Helping Ethiopian Jews break the cycles of poverty and racism in Israel

By Gila Noam, Israel and Overseas Director

130,000: That's the total size of the Ethiopian-Israeli community in Israel. But open up an Israeli newspaper these days and you'll be struck by how frequently this community is featured, often on the front pages. Reports of "white" Israelis banning the sale of apartments in their neighborhood to Ethiopian-Israelis; quotes of a school bus driver's racist comments to his 10-year old passengers; debates on whether to close down schools with 80% Ethiopian students and integrate them into mainstream schools; and yet another case of an Ethiopian-Israeli husband and father brutally murdering his wife within earshot of their horrified small children.

Participants in the Olim B'Yachad program

No doubt, this community is having the toughest time of any group in Israel's long history of integrating immigrants from 102 countries. Not so surprising when you think about what it takes for Ethiopians to find their place in the Israeli mainstream: make the huge leap from a traditional agrarian society to a modern Westernized economy; wear a wristwatch for the first time; struggle to learn a new language while being illiterate in one's native Amharic (as indeed 80% of this community are); find the inner strength to deal with the chaos caused by the breakdown of traditional family roles and retain their dignity as parents and as human beings.

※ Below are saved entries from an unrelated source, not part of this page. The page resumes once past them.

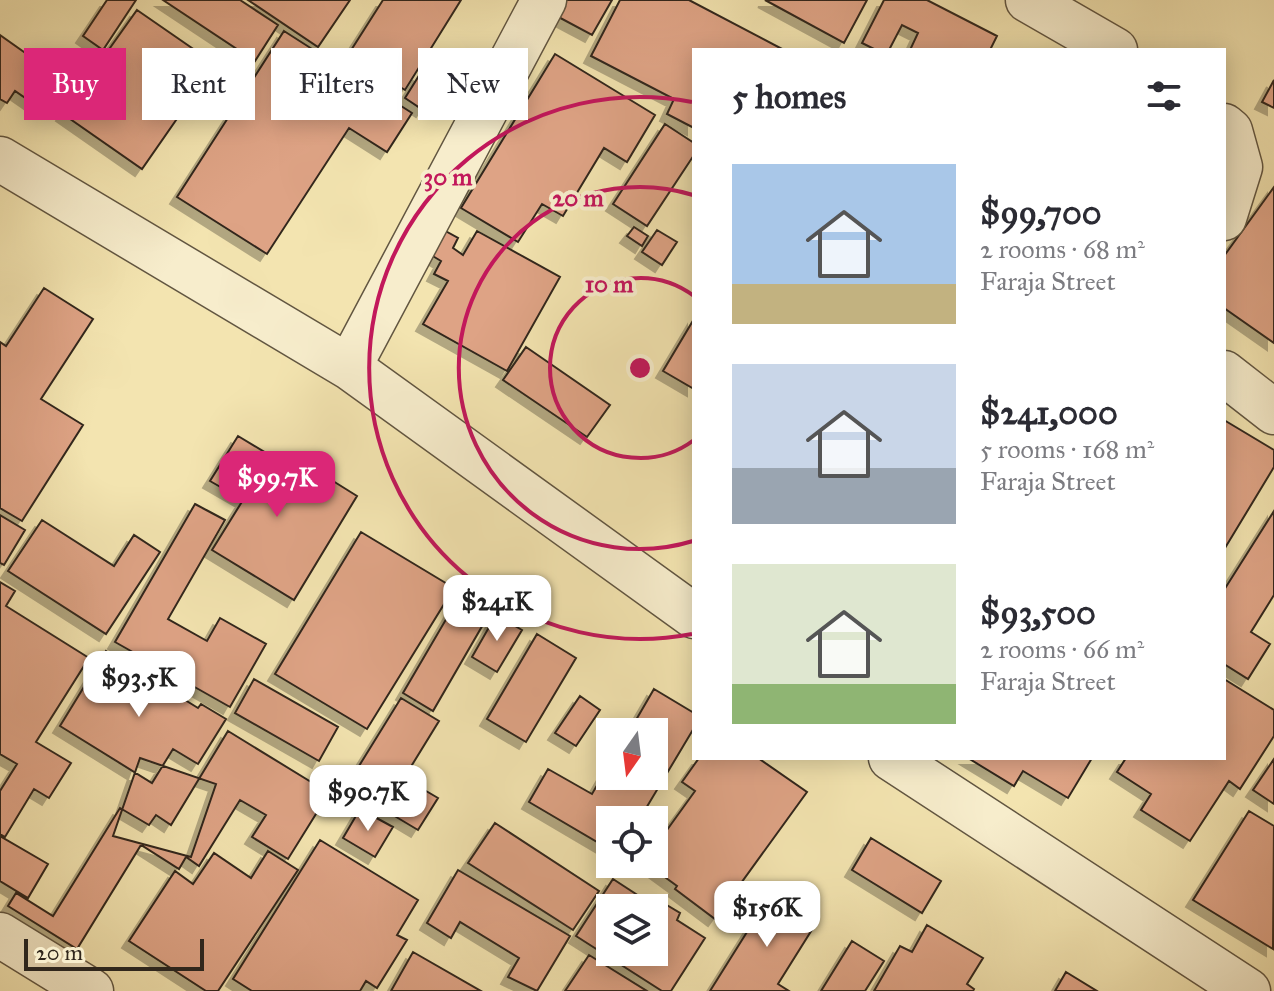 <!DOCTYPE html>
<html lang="en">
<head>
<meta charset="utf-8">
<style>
	body { margin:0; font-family:"IM FELL Great Primer",serif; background:#f2f2f3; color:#2b2b33; height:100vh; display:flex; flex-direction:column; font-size:30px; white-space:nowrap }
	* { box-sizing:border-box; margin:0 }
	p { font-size:26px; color:#7c7c81 }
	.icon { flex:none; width:44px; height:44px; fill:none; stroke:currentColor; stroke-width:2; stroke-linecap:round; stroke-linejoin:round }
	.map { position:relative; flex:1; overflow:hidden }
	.sheet { position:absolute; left:692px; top:48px; width:534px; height:712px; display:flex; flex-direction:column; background:#fff; border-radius:0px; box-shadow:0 4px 20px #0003 }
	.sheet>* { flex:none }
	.top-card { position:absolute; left:24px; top:48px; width:548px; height:72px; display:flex; gap:16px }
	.needle { width:52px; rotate:194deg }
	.controls { position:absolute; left:596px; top:718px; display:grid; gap:16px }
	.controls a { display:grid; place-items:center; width:72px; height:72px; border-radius:0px; background:#fff; box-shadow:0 4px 20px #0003; font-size:40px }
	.scale { position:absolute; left:24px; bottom:20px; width:180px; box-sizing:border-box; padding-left:8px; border:4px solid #31271c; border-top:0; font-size:22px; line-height:28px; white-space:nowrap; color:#31271c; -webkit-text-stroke:6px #f7edcc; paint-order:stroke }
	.price { position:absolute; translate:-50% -68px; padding:0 18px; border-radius:16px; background:#fff; color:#222; font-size:26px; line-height:52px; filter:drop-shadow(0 2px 4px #0008) }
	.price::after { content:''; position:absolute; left:50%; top:48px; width:24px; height:18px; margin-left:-12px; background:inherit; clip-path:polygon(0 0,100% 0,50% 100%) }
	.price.active { background:#db2777; color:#fff }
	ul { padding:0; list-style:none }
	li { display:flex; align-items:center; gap:24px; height:200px; padding:0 40px }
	li span { display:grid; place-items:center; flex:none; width:224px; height:160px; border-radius:0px; color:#555 }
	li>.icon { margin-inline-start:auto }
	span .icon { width:96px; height:96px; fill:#fffc; stroke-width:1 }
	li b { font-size:34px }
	h2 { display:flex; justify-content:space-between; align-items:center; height:96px; padding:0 40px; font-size:34px }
	.pill { padding:0 28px; border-radius:0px; background:#fff; box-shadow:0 4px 20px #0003; font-size:28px; line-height:72px }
	.pill.active { background:#db2777; color:#fff }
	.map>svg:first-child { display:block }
	.building { fill:#dea385; stroke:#31271c; stroke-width:2; fill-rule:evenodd; filter:url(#shadow) }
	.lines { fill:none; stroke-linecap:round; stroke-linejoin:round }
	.minor-casing { stroke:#625641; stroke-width:47 }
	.minor { stroke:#f7edcc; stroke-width:44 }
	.ring { fill:none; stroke:#c2185b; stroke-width:4 }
	.centre { fill:#c2185b; stroke:#f7edcc; stroke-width:4 }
	.ring-label { font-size:24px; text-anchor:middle; font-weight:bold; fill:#c2185b; stroke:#f7edcc; stroke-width:8; stroke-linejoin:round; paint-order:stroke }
</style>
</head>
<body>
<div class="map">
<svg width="1274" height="991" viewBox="0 0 1274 991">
	<defs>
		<filter id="shadow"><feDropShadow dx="-7" dy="7" stdDeviation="0" flood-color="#0004"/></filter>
	</defs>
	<rect width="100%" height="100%" fill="#f3e4b0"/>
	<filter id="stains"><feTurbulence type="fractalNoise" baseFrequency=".0025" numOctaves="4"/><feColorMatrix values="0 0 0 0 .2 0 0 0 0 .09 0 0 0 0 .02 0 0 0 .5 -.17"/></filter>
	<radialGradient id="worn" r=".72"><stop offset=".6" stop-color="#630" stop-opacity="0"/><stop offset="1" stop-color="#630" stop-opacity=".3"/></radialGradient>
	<path class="building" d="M107 0H136L103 50 83 36Z
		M163 0H240L278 25 255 61Z
		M248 0H350L318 47Z
		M383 0H461L405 90 348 55Z
		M559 0H612L592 35 551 13Z
		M620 0H689L784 50H694V128L667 114 674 99 591 56Z
		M765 0H867L844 43Z
		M884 0H927L997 36 990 50H910L918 33 902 25 889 50H876L862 43Z
		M137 10 215 64 142 169 63 114Z
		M284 31 412 113 387 152 349 128 267 254 177 197Z
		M0 35 55 74 34 104 15 91 7 103 0 99Z
		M555 54 655 115 627 162 604 148 563 216 542 204 518 242 461 208Z
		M420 74 438 86 423 110 405 98Z
		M1274 80V108L1262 102Z
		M665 124 694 143V155L647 226 613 204Z
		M1274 187V343L1224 308V256Z
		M634 227 648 236 642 246 627 236Z
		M440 228 458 238 453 248 463 255 477 231 560 277 507 371 423 324 448 281 434 274 441 261 426 252Z
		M657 230 677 242 662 265 642 252Z
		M44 288 93 319 41 399 83 425 22 521 0 508V342L6 346Z
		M694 319V389L663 371Z
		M526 347 610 405 587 437 503 380Z
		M1224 420 1274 450V467L1225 548Z
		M238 436 276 459 271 469 305 489 317 471 357 496 294 600 212 550 243 500 210 481Z
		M195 504 225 520 168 619 207 641 220 618 266 644 230 707 115 642Z
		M1274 511V595L1251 632 1270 644 1248 679 1224 664V590Z
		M0 515 25 530 4 565 0 563Z
		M42 520 114 566 134 535 160 552 106 634 8 571Z
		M361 532 454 588 367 729 275 674Z
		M0 582 15 591 6 606 89 658 36 742 71 763 49 798 34 789 5 837 0 834V791L17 764 0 754Z
		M462 592 492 609 433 711 403 693Z
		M496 615 522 630 497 672 472 657Z
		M537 634 576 658 526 742 487 719Z
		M106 651 198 708 201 704 226 719 198 764 173 749 152 783 60 726Z
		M254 679 338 727 319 761 235 713Z
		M1224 679 1274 710V736L1240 789 1229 781 1190 841 1141 810 1151 794 1117 772 1126 758H1224Z
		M654 689 694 713V728L639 820 623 812 619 820H610V835L604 846 529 802 548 769 592 794 610 763V776H654V732H629Z
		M580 696 600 710 576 746 555 733Z
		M401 698 439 721 404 778 438 798 418 830 346 787Z
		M228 731 329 793 288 859 252 837 266 815 240 800 199 866 186 857 179 869 141 845 77 949 8 906 16 893 53 916 120 808 149 825 156 815 171 825Z
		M140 758 216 784 191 857 113 836Z
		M699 758H758L807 792 715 919 675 889 677 886 647 864H654V848L695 791 682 782Z
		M968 758H1092L1068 798 1023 771 1014 786Z
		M1274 759V804L1253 790Z
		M360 809 393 827 375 857 343 838Z
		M1249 811 1274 826 1273 949 1193 900Z
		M495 823 599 891 573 930 468 863Z
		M0 836 48 864 28 898 0 881Z
		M871 838 941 881 922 913 852 870Z
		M320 840 418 900 397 935 407 940 377 988 366 981 360 991H252L233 979Z
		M268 851 298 870 218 991H206L129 941 175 871 193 884 214 853 251 878Z
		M458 870 570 936 537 991 508 977 519 958 460 922 451 938 427 923Z
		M613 879 656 907 660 901 680 913 677 920 705 938 671 991H662L576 936ZM610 908H654V952H610Z
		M772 892 818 920 778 984 789 991H710Z
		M927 925 983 958 967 984 974 989 973 991H874L900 946 912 952Z
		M852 941 884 961 865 991H821Z
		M413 952 481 991H391Z
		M589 955 647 991H565Z
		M1066 972 1097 991H1055Z"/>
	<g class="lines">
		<g class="minor-casing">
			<path id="minor" d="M1028 0 1115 50
				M1224 126 1230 131 1240 167 1224 218
				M0 159 349 367 694 616
				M349 367 544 0
				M1224 373 1274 412
				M891 758 1248 991
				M0 935 91 991"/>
		</g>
		<use href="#minor" class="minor"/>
	</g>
	<g class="ring">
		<path d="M694 440A90 90 0 1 1 694 296"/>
		<path d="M693 541A181 181 0 1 1 693 195"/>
		<path d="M692 634A271 271 0 1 1 692 102"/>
	</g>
	<circle cx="640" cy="368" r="12" class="centre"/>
	<g class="ring-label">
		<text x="448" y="185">30 m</text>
		<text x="578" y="206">20 m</text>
		<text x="609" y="292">10 m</text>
	</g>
	<rect width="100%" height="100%" filter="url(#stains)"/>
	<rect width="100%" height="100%" fill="url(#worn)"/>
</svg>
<div class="controls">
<a><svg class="needle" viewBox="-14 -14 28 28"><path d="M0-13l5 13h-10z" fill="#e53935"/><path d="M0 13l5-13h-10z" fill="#7c7c81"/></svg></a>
<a><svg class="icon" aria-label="locate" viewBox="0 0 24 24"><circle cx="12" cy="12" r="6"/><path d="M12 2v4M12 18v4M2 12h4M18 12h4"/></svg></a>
<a><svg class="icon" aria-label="layers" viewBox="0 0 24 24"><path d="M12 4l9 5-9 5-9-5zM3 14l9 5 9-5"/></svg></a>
</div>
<div class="scale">20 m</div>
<b class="price active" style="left:277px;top:519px">$99.7K</b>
<b class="price" style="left:497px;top:643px">$241K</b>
<b class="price" style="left:139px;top:719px">$93.5K</b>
<b class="price" style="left:368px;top:833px">$90.7K</b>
<b class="price" style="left:767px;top:949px">$156K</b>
<div class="top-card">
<a class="pill active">Buy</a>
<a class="pill">Rent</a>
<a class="pill">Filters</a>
<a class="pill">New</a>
</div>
<section class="sheet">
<h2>5 homes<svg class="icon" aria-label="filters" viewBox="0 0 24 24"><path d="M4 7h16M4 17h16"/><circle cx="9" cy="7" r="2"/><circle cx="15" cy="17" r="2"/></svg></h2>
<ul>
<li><span style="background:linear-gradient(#a9c7e8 75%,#c2b280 0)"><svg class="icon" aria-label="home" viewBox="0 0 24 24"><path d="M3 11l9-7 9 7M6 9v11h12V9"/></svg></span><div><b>$99,700</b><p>2 rooms · 68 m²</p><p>Faraja Street</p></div></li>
<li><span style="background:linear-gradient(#c9d6e8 65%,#9aa5b1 0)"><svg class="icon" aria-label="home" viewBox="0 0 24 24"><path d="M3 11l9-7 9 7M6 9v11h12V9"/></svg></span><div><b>$241,000</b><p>5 rooms · 168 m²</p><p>Faraja Street</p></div></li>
<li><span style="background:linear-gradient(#dfe7d0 75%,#8fb573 0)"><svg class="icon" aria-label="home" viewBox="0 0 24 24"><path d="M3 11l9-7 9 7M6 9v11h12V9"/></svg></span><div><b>$93,500</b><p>2 rooms · 66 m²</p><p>Faraja Street</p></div></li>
</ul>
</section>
</div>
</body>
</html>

STEP BY STEP, THIS COMMUNITY IS FINDING ITS PLACE IN ISRAELI SOCIETY End of story? Doom and gloom? Far from it, because with the huge challenges, there is also much positive news to report. Step by step, this community is finding its place in Israeli society. The good news may not attract the headlines as much as the bad, but it's real, exciting, and growing day by day.

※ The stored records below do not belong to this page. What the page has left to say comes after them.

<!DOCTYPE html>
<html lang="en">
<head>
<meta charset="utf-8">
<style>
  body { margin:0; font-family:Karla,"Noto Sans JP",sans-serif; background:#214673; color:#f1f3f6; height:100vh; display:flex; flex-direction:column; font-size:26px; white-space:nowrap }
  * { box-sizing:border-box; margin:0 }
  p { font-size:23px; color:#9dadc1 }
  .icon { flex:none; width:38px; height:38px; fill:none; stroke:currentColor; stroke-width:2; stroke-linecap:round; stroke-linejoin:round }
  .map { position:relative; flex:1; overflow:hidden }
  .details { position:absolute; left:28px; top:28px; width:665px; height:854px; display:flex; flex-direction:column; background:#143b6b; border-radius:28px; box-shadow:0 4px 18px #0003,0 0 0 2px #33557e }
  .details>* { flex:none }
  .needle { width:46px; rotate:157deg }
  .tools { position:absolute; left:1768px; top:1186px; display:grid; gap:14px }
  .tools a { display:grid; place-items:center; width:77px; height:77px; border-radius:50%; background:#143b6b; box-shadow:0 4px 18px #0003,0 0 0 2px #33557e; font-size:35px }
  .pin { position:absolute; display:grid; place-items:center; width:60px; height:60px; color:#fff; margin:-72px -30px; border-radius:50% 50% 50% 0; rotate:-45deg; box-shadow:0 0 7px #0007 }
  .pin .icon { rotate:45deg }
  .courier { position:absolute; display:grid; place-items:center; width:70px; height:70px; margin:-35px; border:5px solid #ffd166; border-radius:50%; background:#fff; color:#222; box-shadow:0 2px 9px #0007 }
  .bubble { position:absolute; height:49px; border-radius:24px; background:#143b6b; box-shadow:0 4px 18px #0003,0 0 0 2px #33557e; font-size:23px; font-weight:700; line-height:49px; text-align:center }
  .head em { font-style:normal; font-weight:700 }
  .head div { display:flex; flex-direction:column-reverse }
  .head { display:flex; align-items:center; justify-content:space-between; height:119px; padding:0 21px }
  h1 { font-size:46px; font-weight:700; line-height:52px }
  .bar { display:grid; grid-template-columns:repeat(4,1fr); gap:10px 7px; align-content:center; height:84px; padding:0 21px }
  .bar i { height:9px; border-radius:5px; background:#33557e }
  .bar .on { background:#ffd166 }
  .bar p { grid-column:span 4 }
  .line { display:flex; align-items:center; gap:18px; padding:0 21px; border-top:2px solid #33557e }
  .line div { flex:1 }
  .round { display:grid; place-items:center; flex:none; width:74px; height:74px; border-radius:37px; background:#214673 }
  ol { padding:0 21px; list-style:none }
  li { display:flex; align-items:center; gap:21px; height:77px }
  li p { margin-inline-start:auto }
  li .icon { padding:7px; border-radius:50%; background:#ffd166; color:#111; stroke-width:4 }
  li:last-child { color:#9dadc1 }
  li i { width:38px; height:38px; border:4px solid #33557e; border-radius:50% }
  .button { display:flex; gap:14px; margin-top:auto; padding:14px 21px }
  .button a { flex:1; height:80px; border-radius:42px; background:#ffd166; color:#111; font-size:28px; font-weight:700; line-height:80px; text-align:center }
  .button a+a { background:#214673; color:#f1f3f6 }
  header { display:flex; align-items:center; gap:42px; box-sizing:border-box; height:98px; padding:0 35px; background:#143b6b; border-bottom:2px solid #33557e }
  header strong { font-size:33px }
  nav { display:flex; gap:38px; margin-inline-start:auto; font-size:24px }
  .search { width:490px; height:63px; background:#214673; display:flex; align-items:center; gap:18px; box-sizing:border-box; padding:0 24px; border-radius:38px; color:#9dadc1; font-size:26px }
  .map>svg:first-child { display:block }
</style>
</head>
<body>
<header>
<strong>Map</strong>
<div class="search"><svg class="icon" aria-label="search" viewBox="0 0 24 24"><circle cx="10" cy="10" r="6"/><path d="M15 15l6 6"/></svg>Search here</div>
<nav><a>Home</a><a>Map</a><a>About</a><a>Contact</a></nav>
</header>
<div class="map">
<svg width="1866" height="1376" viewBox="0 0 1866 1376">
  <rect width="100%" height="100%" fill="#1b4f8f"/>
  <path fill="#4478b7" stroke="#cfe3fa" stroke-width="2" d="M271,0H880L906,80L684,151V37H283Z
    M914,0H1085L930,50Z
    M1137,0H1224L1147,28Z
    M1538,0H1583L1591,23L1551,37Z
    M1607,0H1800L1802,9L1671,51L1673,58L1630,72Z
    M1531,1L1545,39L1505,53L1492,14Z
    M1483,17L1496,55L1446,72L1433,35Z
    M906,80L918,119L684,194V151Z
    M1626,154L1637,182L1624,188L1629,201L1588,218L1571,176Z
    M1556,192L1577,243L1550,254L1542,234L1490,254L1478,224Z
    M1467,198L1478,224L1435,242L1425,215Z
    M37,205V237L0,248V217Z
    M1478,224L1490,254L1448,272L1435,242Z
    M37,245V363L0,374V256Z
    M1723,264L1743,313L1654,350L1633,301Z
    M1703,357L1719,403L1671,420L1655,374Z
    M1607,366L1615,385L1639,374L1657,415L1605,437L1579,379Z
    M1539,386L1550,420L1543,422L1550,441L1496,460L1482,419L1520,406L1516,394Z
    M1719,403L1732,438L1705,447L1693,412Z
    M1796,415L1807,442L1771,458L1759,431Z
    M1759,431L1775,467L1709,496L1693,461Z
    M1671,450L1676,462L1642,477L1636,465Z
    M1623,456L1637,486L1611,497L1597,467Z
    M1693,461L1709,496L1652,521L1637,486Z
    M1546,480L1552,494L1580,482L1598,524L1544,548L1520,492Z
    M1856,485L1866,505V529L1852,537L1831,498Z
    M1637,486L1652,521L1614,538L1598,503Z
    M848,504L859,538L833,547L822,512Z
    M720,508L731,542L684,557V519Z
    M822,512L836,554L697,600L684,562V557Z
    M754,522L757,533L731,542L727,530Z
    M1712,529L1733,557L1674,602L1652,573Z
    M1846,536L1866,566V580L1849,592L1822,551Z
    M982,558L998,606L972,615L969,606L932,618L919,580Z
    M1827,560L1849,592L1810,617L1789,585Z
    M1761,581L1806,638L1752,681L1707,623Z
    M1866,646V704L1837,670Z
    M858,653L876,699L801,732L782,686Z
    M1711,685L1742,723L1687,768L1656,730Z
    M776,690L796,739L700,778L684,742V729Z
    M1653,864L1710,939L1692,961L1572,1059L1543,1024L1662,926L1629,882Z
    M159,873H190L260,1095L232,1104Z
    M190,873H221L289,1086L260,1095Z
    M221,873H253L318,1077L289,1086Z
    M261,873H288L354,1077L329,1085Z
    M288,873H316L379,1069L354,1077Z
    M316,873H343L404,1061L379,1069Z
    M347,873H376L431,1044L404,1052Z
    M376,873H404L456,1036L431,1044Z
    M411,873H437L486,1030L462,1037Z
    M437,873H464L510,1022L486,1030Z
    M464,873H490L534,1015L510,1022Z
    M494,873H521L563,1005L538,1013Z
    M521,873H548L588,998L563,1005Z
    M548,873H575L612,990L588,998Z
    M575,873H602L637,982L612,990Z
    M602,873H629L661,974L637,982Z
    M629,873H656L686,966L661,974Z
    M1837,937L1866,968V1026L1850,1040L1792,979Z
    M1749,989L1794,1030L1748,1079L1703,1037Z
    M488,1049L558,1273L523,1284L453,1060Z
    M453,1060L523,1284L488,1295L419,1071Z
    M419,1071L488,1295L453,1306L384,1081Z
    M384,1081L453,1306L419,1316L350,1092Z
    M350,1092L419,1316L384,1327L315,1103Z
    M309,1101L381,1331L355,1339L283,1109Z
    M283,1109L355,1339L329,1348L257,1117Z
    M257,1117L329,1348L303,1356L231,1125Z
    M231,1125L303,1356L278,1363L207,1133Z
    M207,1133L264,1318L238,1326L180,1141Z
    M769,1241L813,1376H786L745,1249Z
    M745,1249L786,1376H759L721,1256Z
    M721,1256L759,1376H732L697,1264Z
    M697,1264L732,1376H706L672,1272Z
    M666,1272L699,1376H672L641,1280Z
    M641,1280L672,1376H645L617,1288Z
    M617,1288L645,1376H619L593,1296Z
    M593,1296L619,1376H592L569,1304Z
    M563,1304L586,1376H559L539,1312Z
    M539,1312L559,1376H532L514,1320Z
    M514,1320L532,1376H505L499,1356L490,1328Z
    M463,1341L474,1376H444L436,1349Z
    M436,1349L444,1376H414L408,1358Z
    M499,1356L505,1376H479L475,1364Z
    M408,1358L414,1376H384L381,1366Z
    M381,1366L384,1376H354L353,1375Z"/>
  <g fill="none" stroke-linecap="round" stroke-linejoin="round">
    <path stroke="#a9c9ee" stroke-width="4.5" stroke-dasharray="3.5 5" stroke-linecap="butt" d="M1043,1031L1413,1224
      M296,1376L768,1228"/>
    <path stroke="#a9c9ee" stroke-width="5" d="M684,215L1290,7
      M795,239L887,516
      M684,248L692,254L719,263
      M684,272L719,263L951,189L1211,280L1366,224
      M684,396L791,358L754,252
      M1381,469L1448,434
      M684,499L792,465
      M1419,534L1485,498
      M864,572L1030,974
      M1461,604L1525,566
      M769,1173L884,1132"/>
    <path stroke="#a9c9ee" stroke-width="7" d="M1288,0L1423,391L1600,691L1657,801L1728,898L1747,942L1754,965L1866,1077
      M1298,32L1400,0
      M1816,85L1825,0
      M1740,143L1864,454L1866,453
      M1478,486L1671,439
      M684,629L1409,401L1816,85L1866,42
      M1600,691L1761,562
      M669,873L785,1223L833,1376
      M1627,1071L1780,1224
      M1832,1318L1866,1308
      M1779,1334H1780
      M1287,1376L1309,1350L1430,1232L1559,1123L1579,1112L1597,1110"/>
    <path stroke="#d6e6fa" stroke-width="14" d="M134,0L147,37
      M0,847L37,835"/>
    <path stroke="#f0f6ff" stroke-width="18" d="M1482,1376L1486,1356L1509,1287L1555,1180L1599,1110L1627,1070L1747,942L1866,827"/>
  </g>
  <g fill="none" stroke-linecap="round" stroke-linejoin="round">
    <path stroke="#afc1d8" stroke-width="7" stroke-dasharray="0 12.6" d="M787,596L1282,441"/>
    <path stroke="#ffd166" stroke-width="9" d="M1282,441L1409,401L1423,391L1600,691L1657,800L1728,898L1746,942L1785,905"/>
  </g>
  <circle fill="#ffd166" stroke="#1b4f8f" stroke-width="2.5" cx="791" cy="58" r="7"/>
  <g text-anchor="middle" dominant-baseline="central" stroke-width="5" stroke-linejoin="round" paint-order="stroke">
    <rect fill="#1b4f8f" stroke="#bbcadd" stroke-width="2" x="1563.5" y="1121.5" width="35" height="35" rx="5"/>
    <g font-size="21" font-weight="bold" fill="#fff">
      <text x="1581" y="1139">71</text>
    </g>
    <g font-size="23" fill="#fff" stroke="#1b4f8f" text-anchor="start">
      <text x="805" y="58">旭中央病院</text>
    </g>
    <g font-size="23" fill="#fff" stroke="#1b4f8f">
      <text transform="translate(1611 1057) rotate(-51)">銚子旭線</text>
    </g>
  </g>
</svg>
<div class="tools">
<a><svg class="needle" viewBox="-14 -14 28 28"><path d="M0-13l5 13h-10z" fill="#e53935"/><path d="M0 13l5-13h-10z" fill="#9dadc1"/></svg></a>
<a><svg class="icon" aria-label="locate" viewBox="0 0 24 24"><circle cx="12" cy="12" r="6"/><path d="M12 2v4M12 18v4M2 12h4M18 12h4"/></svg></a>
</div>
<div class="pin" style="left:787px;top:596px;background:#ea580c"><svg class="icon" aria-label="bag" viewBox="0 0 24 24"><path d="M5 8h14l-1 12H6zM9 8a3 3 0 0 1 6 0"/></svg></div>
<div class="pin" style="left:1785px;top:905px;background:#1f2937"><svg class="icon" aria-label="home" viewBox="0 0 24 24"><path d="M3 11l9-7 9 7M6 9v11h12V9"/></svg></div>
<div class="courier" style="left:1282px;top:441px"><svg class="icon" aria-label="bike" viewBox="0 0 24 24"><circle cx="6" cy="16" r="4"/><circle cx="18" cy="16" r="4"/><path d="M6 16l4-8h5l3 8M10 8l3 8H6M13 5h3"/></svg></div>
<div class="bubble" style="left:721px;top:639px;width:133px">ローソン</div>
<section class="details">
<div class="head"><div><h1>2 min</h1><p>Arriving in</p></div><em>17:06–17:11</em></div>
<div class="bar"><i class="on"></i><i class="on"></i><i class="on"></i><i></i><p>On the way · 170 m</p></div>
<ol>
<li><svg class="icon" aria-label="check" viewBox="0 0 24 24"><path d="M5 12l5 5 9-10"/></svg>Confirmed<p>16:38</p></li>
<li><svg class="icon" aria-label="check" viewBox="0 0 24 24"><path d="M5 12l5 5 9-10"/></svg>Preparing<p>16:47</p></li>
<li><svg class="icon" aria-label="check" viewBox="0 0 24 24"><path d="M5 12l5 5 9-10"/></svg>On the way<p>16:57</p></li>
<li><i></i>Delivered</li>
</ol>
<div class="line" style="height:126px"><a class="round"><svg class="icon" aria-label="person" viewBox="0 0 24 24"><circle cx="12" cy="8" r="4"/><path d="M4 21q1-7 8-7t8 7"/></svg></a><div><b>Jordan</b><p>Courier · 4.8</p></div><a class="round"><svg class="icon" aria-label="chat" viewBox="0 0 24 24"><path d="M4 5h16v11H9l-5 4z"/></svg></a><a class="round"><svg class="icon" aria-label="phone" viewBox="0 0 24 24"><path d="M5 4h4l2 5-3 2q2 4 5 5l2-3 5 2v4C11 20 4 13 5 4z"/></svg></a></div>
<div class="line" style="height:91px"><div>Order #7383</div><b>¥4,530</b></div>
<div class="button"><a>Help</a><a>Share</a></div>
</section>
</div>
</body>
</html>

For the past two decades, our Jewish Community Federation and Endowment Fund has been a driving force in helping to create so much of this dramatic change by funding programs that support social justice and promote equal opportunity. Just a few examples: In 2004 there was a total of 4 Ethiopian-Israelis working in Israel's thriving hi-tech industry. Today there are over 200. How did this happen?

This 50-fold increase can be attributed almost entirely to the vision of Asher Elias, a young Ethiopian-Israeli computer engineer, who left his own hi-tech job to combat discrimination by developing a unique program, "Tech-Career." The program provides opportunities to better integrate Ethiopians into higher levels of Israeli society through technology and software training, ultimately placing participants in high tech industry careers. The unique methodology of this program, cloistered in the serene setting of a kibbutz so that students can totally immerse themselves in their studies, has achieved amazing results, with its graduates not only finding jobs, but also giving back to the community by serving as role models for Ethiopian-Israeli teens. Watch how.  

OVER 50% OF THE ETHIOPIAN-ISRAELI COMMUNITY IS CAUGHT IN A DEVASTATING CYCLE OF POVERTY There are many Ethiopian-Israeli single mothers with minimal formal schooling who attend the Jewelry Arts School initiated by Isaac and Orna Levy. Through their high-end jewelry design business, Yvel, the Levy's are deeply committed to training and employing their students, securing a livelihood for graduates in either in Yvel or at other high-quality jewelry firms. Today, these mothers are exhibiting and selling their art all over Israel and their beaming faces speak volumes about what this program means to them.

Yifat Ovadya

Another example of growth, change, and hope borne out of the vision of one person is Yifat Ovadya, a young attorney in one of Israel's most prestigious law firms. Yifat simply couldn’t tolerate the fact that university graduates in the Ethiopian-Israeli community were working as security guards, or not working at all and had slim chances of being interviewed for jobs commensurate with their education. And so, in 2007, she left her law practice and developed the Olim B'Yachad program that has recruited over 200 prominent business and professional leaders who mentor Ethiopian-Israeli university graduates in a holistic and intensive way, and open doors which would otherwise remained firmly shut. Today, of the 360 graduates of the program, 85% are employed in jobs in some of Israel's leading law and accounting firms, in hi-tech, and in other rewarding jobs, which take full advantage of their expertise. In turn, program graduates are giving back, volunteering to help other Ethiopian-Israelis.

Challenges can be overcome and success can be achieved

These groundbreaking and high-impact programs target different populations within the Ethiopian-Israeli community, and they have many things in common. All were developed by visionaries who care deeply about the Ethiopian-Israeli community and about Israel as a just society. All are being funded by the Jewish Community Federation and Endowment Fund. And all are transforming the lives of thousands of Israeli’s from the entire mosaic of this complex society. And in so doing, they are all helping Israel realize the promise of its origin – a country based on freedom, justice, peace and equality for all its citizens.